El Paris Saint-Germain volvió a demostrar su madurez competitiva en Europa y selló su pase a la final de la Champions tras empatar 1-1 ante el Bayern de Múnich en el Allianz Arena, haciendo valer el 5-6 en el global de una eliminatoria vibrante.
El conjunto de Luis Enrique golpeó primero y muy pronto. En el minuto 3, Ousmane Dembélé culminó una jugada eléctrica iniciada por Khvicha Kvaratskhelia, que desbordó por banda y asistió al segundo palo para el 0-1. El tanto silenció un estadio que esperaba una reacción inmediata de los suyos y colocaba la eliminatoria aún más cuesta arriba para los alemanes.
A partir de ahí, el Bayern asumió el control del balón y del ritmo, pero se encontró con un rival mucho más sólido que en la ida. El PSG redujo espacios, defendió con orden y apenas concedió ocasiones claras, obligando a los locales a intentarlo sin precisión. Los disparos de Jamal Musiala, Luis Díaz o Michael Olise no encontraron premio, mientras Matvey Safonov respondió con seguridad cuando fue exigido.

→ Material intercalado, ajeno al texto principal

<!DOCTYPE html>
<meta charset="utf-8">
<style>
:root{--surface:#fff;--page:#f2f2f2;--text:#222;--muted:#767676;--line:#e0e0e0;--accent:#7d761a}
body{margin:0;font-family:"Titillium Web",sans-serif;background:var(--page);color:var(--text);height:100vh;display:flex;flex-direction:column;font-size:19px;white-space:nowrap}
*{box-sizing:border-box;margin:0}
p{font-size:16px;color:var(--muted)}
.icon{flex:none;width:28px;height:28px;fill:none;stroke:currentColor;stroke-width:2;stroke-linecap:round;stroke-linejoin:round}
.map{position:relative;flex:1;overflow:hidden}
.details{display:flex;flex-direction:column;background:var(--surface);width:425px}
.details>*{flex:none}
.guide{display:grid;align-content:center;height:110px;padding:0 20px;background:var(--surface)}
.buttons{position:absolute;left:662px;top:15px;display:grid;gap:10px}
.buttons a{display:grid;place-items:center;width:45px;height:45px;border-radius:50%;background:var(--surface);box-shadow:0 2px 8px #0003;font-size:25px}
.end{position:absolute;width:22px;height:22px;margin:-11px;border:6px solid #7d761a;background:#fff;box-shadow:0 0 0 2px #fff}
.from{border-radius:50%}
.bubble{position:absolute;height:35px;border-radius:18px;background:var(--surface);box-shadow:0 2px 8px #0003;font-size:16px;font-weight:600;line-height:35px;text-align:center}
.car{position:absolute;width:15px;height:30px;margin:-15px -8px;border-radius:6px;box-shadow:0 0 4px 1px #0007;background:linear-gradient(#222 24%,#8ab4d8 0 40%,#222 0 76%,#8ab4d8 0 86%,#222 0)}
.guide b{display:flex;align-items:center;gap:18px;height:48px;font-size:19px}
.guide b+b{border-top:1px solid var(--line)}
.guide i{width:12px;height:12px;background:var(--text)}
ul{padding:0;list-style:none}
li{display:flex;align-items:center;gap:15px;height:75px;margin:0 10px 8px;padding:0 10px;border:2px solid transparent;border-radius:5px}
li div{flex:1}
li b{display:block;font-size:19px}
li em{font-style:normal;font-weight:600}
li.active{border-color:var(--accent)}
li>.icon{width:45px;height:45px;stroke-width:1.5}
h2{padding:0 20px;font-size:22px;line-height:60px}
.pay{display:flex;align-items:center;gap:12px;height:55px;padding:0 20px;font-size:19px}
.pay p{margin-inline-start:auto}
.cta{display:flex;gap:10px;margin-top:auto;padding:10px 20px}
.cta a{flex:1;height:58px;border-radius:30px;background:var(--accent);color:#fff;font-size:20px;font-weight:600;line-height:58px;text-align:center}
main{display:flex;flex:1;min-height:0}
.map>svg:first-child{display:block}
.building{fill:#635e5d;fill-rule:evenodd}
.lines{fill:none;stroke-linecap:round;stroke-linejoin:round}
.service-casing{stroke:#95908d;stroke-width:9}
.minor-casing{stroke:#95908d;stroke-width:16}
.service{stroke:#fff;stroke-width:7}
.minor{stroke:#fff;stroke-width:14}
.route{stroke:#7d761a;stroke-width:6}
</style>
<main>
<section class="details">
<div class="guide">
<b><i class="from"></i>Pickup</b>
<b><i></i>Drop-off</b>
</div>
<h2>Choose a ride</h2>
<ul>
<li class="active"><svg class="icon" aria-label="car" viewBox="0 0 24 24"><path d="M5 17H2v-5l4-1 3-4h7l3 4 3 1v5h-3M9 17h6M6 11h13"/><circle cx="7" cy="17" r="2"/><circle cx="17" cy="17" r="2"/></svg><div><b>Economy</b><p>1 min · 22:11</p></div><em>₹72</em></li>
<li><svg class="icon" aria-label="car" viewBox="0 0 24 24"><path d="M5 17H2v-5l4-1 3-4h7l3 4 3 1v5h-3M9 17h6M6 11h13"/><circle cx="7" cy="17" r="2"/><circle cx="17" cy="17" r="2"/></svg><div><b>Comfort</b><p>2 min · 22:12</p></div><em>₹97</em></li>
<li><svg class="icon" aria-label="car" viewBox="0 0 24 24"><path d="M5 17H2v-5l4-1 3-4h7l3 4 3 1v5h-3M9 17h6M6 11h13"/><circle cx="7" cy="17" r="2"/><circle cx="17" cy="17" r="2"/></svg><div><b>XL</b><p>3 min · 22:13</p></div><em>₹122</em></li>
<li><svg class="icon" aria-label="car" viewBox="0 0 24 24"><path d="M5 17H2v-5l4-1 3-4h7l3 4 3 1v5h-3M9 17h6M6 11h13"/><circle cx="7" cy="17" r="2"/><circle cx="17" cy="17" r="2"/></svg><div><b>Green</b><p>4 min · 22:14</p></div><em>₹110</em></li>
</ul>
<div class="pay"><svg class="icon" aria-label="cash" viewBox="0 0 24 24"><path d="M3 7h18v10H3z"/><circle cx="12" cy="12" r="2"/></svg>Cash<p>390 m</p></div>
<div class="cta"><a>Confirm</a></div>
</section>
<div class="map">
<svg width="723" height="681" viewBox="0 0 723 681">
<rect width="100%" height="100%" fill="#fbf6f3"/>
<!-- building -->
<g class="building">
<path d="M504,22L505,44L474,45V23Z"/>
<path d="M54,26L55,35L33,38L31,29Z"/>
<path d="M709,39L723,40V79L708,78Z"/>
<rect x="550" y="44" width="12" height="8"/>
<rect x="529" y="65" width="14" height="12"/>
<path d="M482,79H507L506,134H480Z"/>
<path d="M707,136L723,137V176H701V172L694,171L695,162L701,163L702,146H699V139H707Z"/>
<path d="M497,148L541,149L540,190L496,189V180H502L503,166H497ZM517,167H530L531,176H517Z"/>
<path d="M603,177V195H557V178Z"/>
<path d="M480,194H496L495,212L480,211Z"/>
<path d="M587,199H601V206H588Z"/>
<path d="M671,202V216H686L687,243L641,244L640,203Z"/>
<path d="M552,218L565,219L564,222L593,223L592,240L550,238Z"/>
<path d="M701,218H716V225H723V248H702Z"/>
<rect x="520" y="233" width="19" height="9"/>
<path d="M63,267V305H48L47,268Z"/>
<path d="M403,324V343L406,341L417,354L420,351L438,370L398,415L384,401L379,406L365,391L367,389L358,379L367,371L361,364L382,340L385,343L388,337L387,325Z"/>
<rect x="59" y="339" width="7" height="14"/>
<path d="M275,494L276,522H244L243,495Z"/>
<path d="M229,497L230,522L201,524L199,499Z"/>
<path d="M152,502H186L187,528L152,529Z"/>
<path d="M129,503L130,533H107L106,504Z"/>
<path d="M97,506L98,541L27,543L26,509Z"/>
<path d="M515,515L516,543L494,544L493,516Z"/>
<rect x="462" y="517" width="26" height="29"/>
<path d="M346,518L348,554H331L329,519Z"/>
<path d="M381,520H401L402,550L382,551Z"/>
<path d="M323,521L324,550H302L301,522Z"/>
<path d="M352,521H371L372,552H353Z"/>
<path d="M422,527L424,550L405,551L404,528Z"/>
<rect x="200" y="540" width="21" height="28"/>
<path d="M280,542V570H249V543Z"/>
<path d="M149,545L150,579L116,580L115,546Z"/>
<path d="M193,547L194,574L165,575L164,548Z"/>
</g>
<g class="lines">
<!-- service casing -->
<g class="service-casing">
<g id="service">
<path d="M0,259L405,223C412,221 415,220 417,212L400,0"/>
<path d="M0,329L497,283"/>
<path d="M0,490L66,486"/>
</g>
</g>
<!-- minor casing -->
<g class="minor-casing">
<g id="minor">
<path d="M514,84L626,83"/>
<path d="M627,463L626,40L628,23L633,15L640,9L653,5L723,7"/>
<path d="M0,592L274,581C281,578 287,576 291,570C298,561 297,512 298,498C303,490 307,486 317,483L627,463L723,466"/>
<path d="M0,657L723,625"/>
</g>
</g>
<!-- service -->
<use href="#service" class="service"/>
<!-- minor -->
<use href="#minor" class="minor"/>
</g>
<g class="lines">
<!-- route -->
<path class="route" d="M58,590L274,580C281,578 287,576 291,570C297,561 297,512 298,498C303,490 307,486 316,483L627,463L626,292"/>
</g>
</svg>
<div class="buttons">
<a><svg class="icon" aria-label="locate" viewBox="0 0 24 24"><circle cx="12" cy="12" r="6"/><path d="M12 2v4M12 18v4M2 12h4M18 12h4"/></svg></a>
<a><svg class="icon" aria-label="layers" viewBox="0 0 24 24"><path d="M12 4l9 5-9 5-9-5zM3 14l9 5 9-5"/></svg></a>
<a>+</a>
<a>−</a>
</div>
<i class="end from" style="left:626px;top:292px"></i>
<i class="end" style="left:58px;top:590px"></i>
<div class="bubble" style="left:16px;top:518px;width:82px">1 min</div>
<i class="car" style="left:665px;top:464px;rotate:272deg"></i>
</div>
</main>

El partido mantuvo un guion constante tras el descanso: dominio territorial alemán frente a un PSG disciplinado y peligroso al contragolpe. De hecho, los parisinos tuvieron varias oportunidades para sentenciar, especialmente en botas de Désiré Doué y del propio Kvaratskhelia, pero se toparon con un inspirado Manuel Neuer, decisivo para mantener con vida a su equipo. Con el paso de los minutos, la tensión creció en Múnich. El Bayern acumuló llegadas, centros y acciones a balón parado, pero el muro defensivo del PSG resistía. Cuando el partido ya agonizaba, en el minuto 94, Harry Kane logró el 1-1, dando algo de esperanza a los locales. Sin embargo, el tiempo restante era insuficiente para cambiar el destino de la eliminatoria.
El pitido final confirmó la resistencia parisina y su regreso a la final por segundo año consecutivo. Esta vez, el PSG buscará revalidar el título en Budapest, donde se enfrentará al Arsenal el próximo 30 de mayo.